Every record below, from the first line to the last, is to be set down again exactly.

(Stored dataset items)
***

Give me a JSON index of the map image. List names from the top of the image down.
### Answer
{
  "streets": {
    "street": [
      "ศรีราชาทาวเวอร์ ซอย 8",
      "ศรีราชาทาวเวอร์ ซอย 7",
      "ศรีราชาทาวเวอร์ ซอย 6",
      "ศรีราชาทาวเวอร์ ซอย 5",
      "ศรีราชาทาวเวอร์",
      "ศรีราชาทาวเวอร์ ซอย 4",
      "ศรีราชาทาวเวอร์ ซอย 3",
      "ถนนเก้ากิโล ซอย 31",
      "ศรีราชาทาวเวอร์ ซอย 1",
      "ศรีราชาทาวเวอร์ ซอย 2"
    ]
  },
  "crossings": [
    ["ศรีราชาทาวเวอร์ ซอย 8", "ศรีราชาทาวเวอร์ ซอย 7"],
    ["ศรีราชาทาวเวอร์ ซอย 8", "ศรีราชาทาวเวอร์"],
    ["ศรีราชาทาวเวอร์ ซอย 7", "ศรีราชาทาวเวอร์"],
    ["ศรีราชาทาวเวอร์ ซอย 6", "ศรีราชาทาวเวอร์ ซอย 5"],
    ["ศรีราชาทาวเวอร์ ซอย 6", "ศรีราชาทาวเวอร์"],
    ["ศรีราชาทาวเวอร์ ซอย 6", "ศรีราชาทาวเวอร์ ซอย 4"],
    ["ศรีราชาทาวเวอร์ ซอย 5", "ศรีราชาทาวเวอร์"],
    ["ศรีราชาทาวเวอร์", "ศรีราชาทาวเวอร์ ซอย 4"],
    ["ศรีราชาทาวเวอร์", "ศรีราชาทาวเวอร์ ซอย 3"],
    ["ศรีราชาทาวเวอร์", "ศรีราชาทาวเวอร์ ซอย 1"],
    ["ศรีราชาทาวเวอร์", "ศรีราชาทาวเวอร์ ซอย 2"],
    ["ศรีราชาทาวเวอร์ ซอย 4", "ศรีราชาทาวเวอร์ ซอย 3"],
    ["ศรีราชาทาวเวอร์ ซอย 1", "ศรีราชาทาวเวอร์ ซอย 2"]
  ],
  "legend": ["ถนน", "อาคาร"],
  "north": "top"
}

***

**Finished task**
Give me a JSON index of the map image. List names from the top of the image down.
### Answer
{
  "streets": {
    "street": [
      "ศรีราชาทาวเวอร์ ซอย 8",
      "ศรีราชาทาวเวอร์ ซอย 7",
      "ศรีราชาทาวเวอร์ ซอย 6",
      "ศรีราชาทาวเวอร์ ซอย 5",
      "ศรีราชาทาวเวอร์",
      "ศรีราชาทาวเวอร์ ซอย 4",
      "ศรีราชาทาวเวอร์ ซอย 3",
      "ถนนเก้ากิโล ซอย 31",
      "ศรีราชาทาวเวอร์ ซอย 1",
      "ศรีราชาทาวเวอร์ ซอย 2"
    ]
  },
  "crossings": [
    ["ศรีราชาทาวเวอร์ ซอย 8", "ศรีราชาทาวเวอร์ ซอย 7"],
    ["ศรีราชาทาวเวอร์ ซอย 8", "ศรีราชาทาวเวอร์"],
    ["ศรีราชาทาวเวอร์ ซอย 7", "ศรีราชาทาวเวอร์"],
    ["ศรีราชาทาวเวอร์ ซอย 6", "ศรีราชาทาวเวอร์ ซอย 5"],
    ["ศรีราชาทาวเวอร์ ซอย 6", "ศรีราชาทาวเวอร์"],
    ["ศรีราชาทาวเวอร์ ซอย 6", "ศรีราชาทาวเวอร์ ซอย 4"],
    ["ศรีราชาทาวเวอร์ ซอย 5", "ศรีราชาทาวเวอร์"],
    ["ศรีราชาทาวเวอร์", "ศรีราชาทาวเวอร์ ซอย 4"],
    ["ศรีราชาทาวเวอร์", "ศรีราชาทาวเวอร์ ซอย 3"],
    ["ศรีราชาทาวเวอร์", "ศรีราชาทาวเวอร์ ซอย 1"],
    ["ศรีราชาทาวเวอร์", "ศรีราชาทาวเวอร์ ซอย 2"],
    ["ศรีราชาทาวเวอร์ ซอย 4", "ศรีราชาทาวเวอร์ ซอย 3"],
    ["ศรีราชาทาวเวอร์ ซอย 1", "ศรีราชาทาวเวอร์ ซอย 2"]
  ],
  "legend": ["ถนน", "อาคาร"],
  "north": "top"
}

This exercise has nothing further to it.